- [Requirement]:
Take the material below and output exactly the run of lines from the one containing "position:absolute; left:30px; top:30px;" down to the one containing "font-size:75px; font-weight:600; line-height:1.1", with both included.

- [Records to process]:
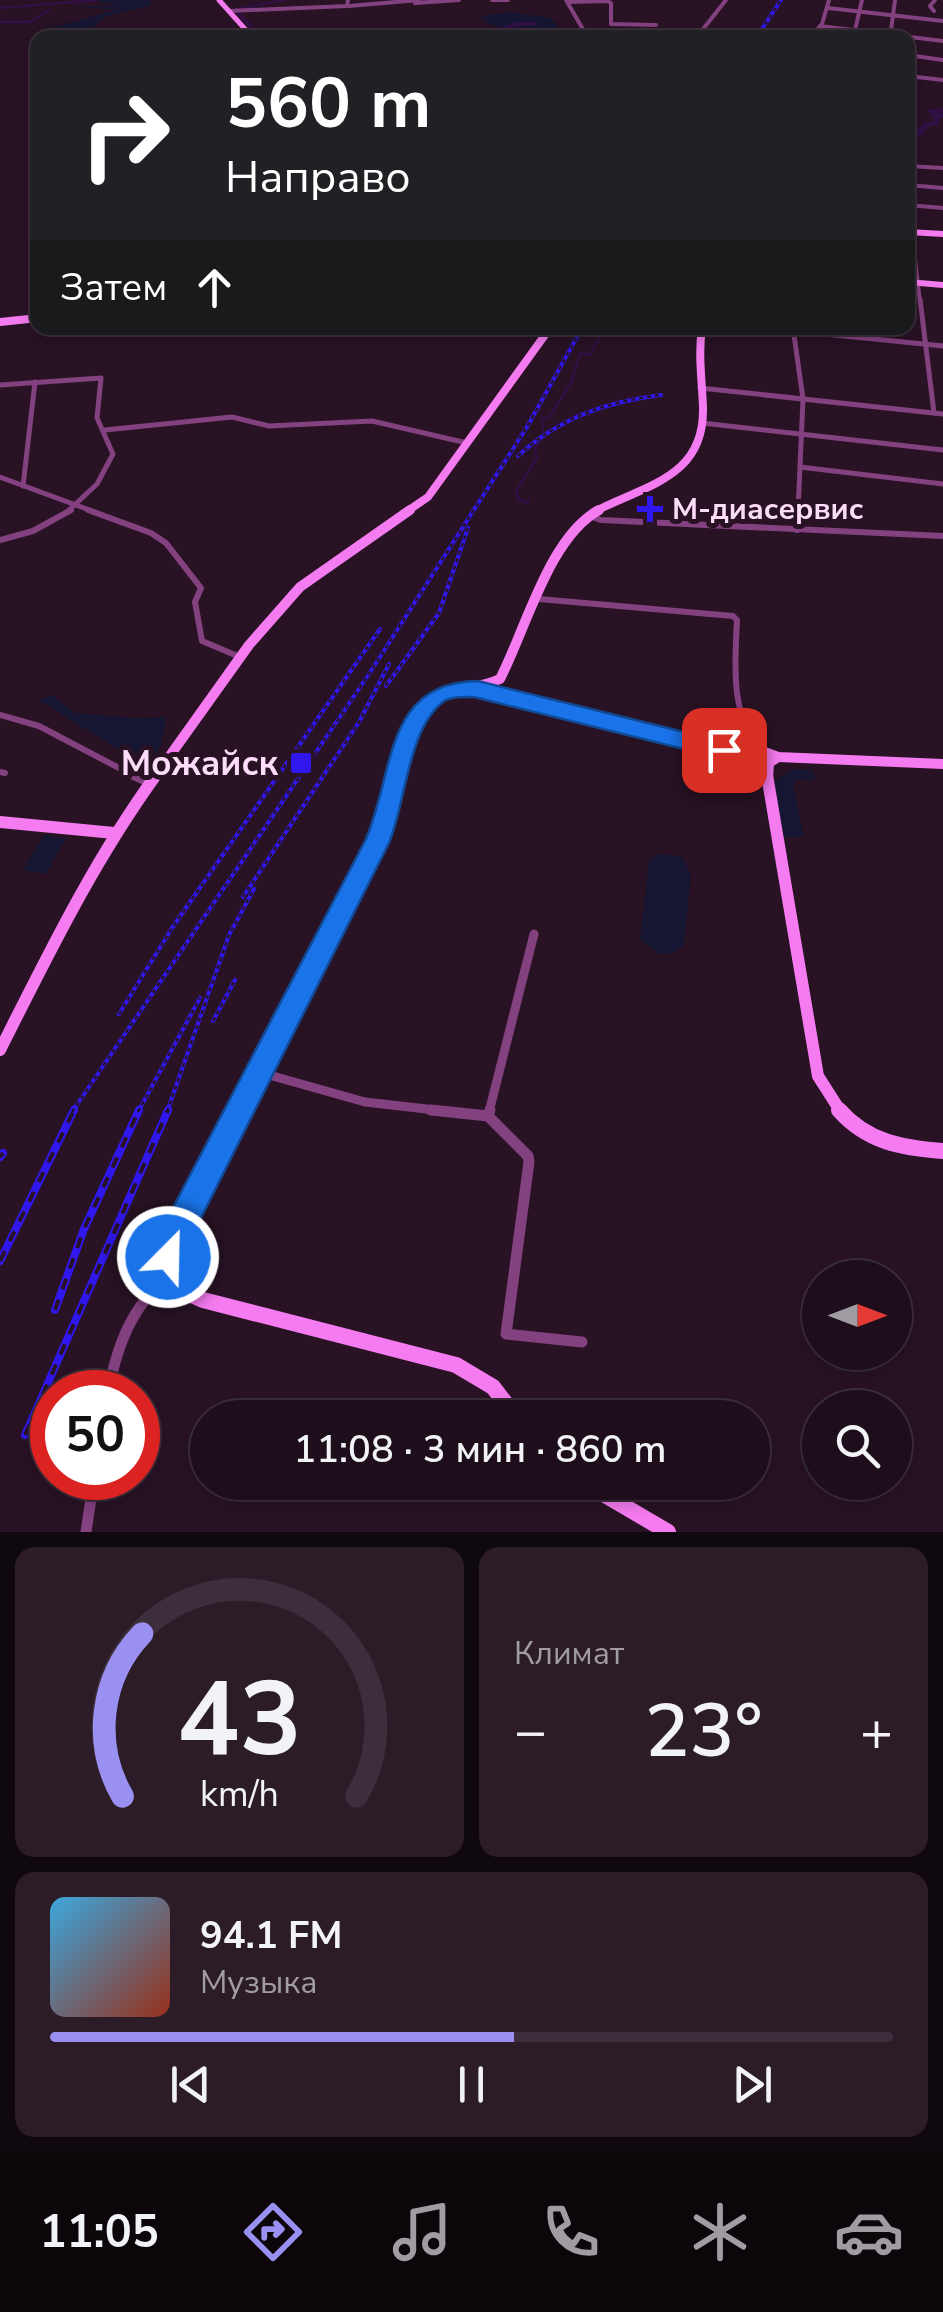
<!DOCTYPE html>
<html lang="ru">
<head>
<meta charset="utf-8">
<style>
	:root { --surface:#1e0e1b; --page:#2b1c28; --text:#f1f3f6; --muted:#a19ca3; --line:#3c2e3a; --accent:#9a90f2 }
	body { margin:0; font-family:"Nunito Sans",sans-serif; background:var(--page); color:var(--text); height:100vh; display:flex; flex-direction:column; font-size:38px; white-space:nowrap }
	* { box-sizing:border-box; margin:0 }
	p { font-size:32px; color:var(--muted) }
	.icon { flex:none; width:55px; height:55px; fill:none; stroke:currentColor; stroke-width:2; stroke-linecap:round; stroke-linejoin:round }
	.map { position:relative; height:1532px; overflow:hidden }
	.details { display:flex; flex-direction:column; gap:15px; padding:15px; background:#10080f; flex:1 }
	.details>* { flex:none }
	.hud { position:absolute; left:30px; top:30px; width:885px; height:305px; border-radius:20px; box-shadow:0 5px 15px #0003,0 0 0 2px var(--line); background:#202124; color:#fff; overflow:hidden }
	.needle { width:65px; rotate:90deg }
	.controls { position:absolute; left:802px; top:1260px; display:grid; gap:20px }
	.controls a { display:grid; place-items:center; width:110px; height:110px; border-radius:50%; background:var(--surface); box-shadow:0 5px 15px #0003,0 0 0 2px var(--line); font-size:50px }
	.speed { position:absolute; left:30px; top:1370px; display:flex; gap:20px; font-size:50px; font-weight:700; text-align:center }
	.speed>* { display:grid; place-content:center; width:130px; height:130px; border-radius:50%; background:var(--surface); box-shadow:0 5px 15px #0003,0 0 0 2px var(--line); line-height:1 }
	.speed .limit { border:15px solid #d22; background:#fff; color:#111 }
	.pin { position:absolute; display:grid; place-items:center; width:85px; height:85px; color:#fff; margin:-42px; border-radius:20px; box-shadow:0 5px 15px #0006 }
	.me { position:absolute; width:110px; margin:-55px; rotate:23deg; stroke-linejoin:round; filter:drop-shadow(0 0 8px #0008) }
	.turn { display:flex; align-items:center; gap:35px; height:210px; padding:0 30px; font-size:45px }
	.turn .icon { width:130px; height:130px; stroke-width:2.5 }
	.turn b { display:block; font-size:70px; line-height:85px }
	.then { display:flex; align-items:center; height:95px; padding:0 30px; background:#0003; gap:20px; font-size:38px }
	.big { font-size:75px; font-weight:600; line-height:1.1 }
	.details .widget { flex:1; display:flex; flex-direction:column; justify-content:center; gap:15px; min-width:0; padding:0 35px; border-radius:20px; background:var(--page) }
	.details .dial { align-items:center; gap:0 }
	.dial svg { height:260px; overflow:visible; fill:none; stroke:var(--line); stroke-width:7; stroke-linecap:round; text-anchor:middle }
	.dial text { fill:var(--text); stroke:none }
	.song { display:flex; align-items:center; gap:30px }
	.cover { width:120px; height:120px; border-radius:15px; background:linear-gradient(135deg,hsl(200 70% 55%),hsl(10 70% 35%)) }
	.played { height:10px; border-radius:5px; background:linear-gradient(90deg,var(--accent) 55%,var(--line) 55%) }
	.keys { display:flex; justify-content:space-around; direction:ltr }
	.heat { display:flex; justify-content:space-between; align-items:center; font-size:55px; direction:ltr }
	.details .tiles { flex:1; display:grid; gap:15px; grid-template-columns:1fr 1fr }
	.widget:last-child { grid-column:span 2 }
	.trip { position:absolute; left:190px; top:1400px; width:580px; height:100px; border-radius:50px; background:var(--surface); box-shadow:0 5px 15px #0003,0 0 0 2px var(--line); font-weight:600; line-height:100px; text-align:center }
	.tabs { display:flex; height:160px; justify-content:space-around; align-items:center; background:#0c060b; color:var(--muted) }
	.tabs .icon { width:70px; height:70px }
	.tabs .on { color:var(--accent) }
	.tabs b { font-size:45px; color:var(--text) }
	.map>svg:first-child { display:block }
</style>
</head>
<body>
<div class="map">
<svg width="943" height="1532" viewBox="0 0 943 1532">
	<rect width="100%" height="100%" fill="#281224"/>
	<g fill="#161632">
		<path d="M89 0H150L151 6 107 16 95 25 94 29 115 37 86 34 55 37 65 29 42 25 59 26 116 10 73 6H121Z"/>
		<path d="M509 12 550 18 561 30C537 49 505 30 482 20V16Z"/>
		<path d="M52 695 75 713 134 718 166 717C163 737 161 757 143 769L127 767 124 753 39 700Z"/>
		<path d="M794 769 813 770 815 780H796L793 785 804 837H784L774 782Z"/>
		<path d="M44 835 66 838 46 874 23 870Z"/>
		<path d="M658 854 681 856 691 874 684 944 675 953 659 954 640 939 649 862Z"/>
	</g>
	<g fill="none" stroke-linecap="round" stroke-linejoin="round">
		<g stroke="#320f45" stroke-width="2.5">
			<path d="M0 8 98 0"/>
			<path d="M0 22H30L49 10"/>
			<path d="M543 432 542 419 549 417 571 383 580 353 590 355 604 328"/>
			<path d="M529 498 527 503 519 500 516 491 537 458 535 449 541 437"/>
		</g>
		<g fill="#320f45" fill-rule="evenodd">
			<path d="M277 0H289L235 11 232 9Z"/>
			<path d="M234 11H238L261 34 277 38 257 36Z"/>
			<path d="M535 22 537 25 517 26 498 32 497 38H491L494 30 517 22Z"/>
			<path d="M537 32 546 38 536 36 516 38Z"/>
			<path d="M943 108V112L933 113H943V117L938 120 939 125 929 126V128L923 131V135L908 138V134L917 133V129L923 126 922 123 933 122V118L927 110Z"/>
		</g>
		<g stroke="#844180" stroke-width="4">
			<path d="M492 0H508"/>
			<path d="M566 0 588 38"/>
			<path d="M568 2 607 1 611 3V24L656 25"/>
			<path d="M415 3 459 0"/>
			<path d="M349 6 419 0"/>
			<path d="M828 8 943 21"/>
			<path d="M229 11 347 6 348 0"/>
			<path d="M934 11 930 6 935 0"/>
			<path d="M820 26 943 41"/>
			<path d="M855 30 862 0"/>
			<path d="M696 38 726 0"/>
			<path d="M810 38 822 24 829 0"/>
			<path d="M890 38 895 0"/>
			<path d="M908 55 943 60"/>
			<path d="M908 76 943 80"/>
			<path d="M908 166 943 168"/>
			<path d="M908 185 943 188"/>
			<path d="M908 202 920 301"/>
			<path d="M908 205 943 208"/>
		</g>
		<g stroke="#844180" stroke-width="5">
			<path d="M920 299 934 413"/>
			<path d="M765 328 943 346"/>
			<path d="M793 328 803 399 798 512"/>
			<path d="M0 385 101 378 97 418 113 454 97 484 67 512"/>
			<path d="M700 388 943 414"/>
			<path d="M702 423 943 450"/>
			<path d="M105 430 232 417 269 426 372 421 467 443"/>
			<path d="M800 467 943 484"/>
			<path d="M0 477 95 512"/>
			<path d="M23 486 35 382"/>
		</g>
		<g stroke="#844180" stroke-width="6">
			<path d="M88 510 151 533 166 543 201 588 195 602 202 641 240 657"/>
			<path d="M589 516 601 520 943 536"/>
			<path d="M797 530 798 510"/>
			<path d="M0 540 33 531 71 510"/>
			<path d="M539 599 733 616 737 620C735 665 729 718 764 751"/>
			<path d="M0 715 39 726 138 778"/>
			<path d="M0 772 5 773"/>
		</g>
		<g stroke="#844180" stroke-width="9">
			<path d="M132 775 150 783"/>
			<path d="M262 1073 365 1102 453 1112"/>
			<path d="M489 1112 534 934"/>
		</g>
		<g stroke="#844180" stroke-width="11">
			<path d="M431 1110 488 1116"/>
			<path d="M490 1110 488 1116 528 1156 529 1162 506 1334 582 1342"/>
			<path d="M108 1392C117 1347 131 1306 168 1277"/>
			<path d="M86 1532 94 1478"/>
		</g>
		<path stroke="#f57bf0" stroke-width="5" d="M219 0 253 38"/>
		<g stroke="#f57bf0" stroke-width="6">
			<path d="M908 232 943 234"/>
			<path d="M908 282 943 285"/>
		</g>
		<g stroke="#f57bf0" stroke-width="8">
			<path d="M0 322 38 318"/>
			<path d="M406 512 428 497 550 328"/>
			<path d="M594 512C645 485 705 478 703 407 702 380 698 355 702 328"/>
		</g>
		<g stroke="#f57bf0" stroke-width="10">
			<path d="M478 689 486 695 497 694 744 756 767 774"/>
			<path d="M744 756 762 751 778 757 943 764"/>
			<path d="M154 778 249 645 300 587 410 510"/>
			<path d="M394 778C401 749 413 701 446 692 467 686 478 689 500 679 526 629 549 537 599 510"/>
			<path d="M768 778 769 763 778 757"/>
		</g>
		<g stroke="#f57bf0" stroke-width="12">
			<path d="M767 775 818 1076 841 1112"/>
			<path d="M0 822 114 833"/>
			<path d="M0 1050C48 955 93 862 156 775"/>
			<path d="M238 1112 376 843 395 775"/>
		</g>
		<g stroke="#f57bf0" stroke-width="16">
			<path d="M240 1110C224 1139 162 1244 169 1272 172 1288 190 1294 203 1300L456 1365 493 1387 517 1418"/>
			<path d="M839 1110C867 1142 902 1148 943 1151"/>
			<path d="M583 1482 668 1532"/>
		</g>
		<defs>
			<g id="rail-far1">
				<path d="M756 38 781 0"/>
				<path d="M518 456C559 418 606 402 661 395"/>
				<path d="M386 686 439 613 468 528"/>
				<path d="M243 897 359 722 389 664"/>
				<path d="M119 1014 172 928 380 629"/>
				<path d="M213 1021 235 980"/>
				<path d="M72 1112 369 674 527 427 582 328"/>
				<path d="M138 1112 200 998"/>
				<path d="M167 1112 229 935 254 889"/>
			</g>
			<g id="rail">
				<path d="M0 1157 3 1153"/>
				<path d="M0 1261 74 1110"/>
				<path d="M55 1310 84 1229 139 1110"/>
				<path d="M25 1435 168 1110"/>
			</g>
		</defs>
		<use href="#rail-far1" stroke="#3017ed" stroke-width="4"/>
		<use href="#rail" stroke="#3017ed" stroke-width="8"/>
		<use href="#rail-far1" stroke="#281224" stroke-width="2.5" stroke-dasharray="4" stroke-linecap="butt"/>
		<use href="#rail" stroke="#281224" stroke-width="4" stroke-dasharray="11" stroke-linecap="butt"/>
	</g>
	<path fill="#1a73e8" stroke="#114b97" stroke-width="2.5" d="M478 681 724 742 735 750 724 759 474 697C464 697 451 696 443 702 408 729 406 802 389 843L191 1238 179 1268 168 1273 157 1268 153 1257 166 1221 365 841C395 775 382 682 478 681Z"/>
	<g fill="#3017ed" stroke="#281224" stroke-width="4">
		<path d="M645 494h10v10h10v10h-10v10h-10v-10h-10v-10h10z"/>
		<rect x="289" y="751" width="24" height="24" rx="5"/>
	</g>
	<g text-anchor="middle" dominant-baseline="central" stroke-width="10" stroke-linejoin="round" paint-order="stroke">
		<g font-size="30" font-weight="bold" fill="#fcdcf8" stroke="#281224" text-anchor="start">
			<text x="672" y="509">М-диасервис</text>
		</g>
		<g font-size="35" font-weight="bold" fill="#fcdcf8" stroke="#281224" text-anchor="end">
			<text x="278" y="763">Можайск</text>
		</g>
	</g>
</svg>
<div class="controls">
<a><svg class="needle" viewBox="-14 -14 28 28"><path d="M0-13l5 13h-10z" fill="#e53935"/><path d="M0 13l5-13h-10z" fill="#a19ca3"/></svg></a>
<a><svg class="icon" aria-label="search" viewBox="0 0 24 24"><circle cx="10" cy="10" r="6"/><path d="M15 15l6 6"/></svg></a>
</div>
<div class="speed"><div class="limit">50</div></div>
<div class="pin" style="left:724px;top:750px;background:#d93025"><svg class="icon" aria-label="arrive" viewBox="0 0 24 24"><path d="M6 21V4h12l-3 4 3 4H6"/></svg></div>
<svg class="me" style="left:168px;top:1257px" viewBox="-20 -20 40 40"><circle r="17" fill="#1a73e8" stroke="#fff" stroke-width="3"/><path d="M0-11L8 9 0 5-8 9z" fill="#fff"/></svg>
<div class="trip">11:08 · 3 мин · 860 m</div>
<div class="hud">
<div class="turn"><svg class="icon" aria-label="right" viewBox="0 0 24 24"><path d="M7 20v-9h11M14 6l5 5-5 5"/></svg><div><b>560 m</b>Направо</div></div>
<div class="then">Затем<svg class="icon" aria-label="ahead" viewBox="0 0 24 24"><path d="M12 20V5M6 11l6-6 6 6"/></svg></div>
</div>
</div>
<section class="details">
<div class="tiles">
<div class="widget dial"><svg viewBox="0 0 100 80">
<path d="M14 69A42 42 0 1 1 86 69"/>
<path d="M14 69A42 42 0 0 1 20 19" stroke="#9a90f2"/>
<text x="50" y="56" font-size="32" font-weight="700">43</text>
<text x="50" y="72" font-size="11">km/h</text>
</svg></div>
<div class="widget"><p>Климат</p>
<div class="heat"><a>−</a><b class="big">23°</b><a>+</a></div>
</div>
<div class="widget">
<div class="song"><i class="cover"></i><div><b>94.1 FM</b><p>Музыка</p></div></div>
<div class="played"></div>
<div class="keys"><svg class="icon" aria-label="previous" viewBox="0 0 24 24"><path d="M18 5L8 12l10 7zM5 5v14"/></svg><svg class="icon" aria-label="pause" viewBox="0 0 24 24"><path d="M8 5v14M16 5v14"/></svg><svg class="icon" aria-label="next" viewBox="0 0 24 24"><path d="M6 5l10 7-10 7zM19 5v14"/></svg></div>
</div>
</div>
</section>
<nav class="tabs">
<b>11:05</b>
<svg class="icon on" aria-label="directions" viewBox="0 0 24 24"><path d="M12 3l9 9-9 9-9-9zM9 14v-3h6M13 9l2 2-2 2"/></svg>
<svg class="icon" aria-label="music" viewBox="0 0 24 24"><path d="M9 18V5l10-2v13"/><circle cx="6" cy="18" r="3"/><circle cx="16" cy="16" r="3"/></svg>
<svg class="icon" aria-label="phone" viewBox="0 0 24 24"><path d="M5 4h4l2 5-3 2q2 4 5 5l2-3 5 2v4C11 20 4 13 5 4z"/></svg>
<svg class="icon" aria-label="climate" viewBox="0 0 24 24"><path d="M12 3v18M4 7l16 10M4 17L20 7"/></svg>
<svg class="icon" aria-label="car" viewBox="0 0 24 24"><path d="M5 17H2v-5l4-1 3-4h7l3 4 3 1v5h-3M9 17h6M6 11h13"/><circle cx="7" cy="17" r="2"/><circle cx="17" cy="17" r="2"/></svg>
</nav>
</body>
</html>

- [Answer for the task]:
	.hud { position:absolute; left:30px; top:30px; width:885px; height:305px; border-radius:20px; box-shadow:0 5px 15px #0003,0 0 0 2px var(--line); background:#202124; color:#fff; overflow:hidden }
	.needle { width:65px; rotate:90deg }
	.controls { position:absolute; left:802px; top:1260px; display:grid; gap:20px }
	.controls a { display:grid; place-items:center; width:110px; height:110px; border-radius:50%; background:var(--surface); box-shadow:0 5px 15px #0003,0 0 0 2px var(--line); font-size:50px }
	.speed { position:absolute; left:30px; top:1370px; display:flex; gap:20px; font-size:50px; font-weight:700; text-align:center }
	.speed>* { display:grid; place-content:center; width:130px; height:130px; border-radius:50%; background:var(--surface); box-shadow:0 5px 15px #0003,0 0 0 2px var(--line); line-height:1 }
	.speed .limit { border:15px solid #d22; background:#fff; color:#111 }
	.pin { position:absolute; display:grid; place-items:center; width:85px; height:85px; color:#fff; margin:-42px; border-radius:20px; box-shadow:0 5px 15px #0006 }
	.me { position:absolute; width:110px; margin:-55px; rotate:23deg; stroke-linejoin:round; filter:drop-shadow(0 0 8px #0008) }
	.turn { display:flex; align-items:center; gap:35px; height:210px; padding:0 30px; font-size:45px }
	.turn .icon { width:130px; height:130px; stroke-width:2.5 }
	.turn b { display:block; font-size:70px; line-height:85px }
	.then { display:flex; align-items:center; height:95px; padding:0 30px; background:#0003; gap:20px; font-size:38px }
	.big { font-size:75px; font-weight:600; line-height:1.1 }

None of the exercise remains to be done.